(Stored items)
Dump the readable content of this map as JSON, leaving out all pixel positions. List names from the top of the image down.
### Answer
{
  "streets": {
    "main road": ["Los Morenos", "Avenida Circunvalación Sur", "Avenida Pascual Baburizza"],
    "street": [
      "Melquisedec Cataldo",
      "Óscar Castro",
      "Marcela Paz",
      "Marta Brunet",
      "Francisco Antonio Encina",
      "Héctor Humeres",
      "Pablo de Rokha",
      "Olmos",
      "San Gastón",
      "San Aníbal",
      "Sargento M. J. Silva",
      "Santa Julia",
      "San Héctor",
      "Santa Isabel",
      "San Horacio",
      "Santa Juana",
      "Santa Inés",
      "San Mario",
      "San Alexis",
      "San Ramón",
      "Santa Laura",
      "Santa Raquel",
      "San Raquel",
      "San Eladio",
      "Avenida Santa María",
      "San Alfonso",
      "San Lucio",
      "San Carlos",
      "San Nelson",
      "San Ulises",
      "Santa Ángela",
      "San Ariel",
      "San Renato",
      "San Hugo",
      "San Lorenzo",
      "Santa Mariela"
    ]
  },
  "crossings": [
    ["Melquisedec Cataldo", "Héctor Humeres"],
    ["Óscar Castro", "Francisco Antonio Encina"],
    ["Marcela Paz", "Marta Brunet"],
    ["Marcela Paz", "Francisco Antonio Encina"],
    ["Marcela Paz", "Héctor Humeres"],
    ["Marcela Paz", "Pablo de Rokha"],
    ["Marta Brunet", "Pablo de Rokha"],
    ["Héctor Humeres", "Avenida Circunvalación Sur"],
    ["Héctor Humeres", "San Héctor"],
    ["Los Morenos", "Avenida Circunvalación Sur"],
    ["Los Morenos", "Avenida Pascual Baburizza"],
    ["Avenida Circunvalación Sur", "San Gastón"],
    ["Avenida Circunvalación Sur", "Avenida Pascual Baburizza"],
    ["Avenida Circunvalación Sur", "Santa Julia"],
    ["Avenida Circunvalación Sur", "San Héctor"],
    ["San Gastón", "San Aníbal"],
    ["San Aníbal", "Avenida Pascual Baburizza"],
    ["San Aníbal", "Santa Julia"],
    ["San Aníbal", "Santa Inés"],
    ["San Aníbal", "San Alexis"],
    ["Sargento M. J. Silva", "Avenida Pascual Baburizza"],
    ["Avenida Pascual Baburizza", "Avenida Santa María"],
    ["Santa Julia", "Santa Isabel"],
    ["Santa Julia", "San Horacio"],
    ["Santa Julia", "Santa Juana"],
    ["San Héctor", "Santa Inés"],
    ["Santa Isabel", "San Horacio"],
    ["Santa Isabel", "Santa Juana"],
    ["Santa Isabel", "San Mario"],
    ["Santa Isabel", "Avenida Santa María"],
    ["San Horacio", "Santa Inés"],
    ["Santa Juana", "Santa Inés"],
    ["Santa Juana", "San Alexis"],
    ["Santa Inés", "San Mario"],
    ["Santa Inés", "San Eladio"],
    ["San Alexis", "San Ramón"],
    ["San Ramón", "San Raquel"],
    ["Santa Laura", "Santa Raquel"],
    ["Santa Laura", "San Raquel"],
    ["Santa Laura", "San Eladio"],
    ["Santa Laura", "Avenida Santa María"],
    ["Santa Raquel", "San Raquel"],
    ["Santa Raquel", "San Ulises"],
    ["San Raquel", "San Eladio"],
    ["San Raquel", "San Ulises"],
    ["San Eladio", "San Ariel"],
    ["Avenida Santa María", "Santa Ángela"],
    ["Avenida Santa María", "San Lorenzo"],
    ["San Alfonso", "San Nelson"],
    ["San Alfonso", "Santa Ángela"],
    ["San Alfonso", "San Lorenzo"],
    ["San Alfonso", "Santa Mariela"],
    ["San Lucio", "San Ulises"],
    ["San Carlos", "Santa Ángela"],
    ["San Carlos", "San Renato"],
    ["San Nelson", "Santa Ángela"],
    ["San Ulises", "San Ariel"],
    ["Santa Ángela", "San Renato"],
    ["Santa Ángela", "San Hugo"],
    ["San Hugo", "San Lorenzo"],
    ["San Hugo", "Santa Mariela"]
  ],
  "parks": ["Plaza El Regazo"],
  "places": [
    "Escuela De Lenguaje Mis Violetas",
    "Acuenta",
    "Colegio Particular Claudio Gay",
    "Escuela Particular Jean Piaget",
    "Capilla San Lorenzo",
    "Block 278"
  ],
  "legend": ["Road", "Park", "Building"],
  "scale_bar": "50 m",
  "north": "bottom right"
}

- **Exercise requirements**
Among the entries, find every line holding "Antonio" and return it.

- **Response area**
      "Francisco Antonio Encina",
    ["Óscar Castro", "Francisco Antonio Encina"],
    ["Marcela Paz", "Francisco Antonio Encina"],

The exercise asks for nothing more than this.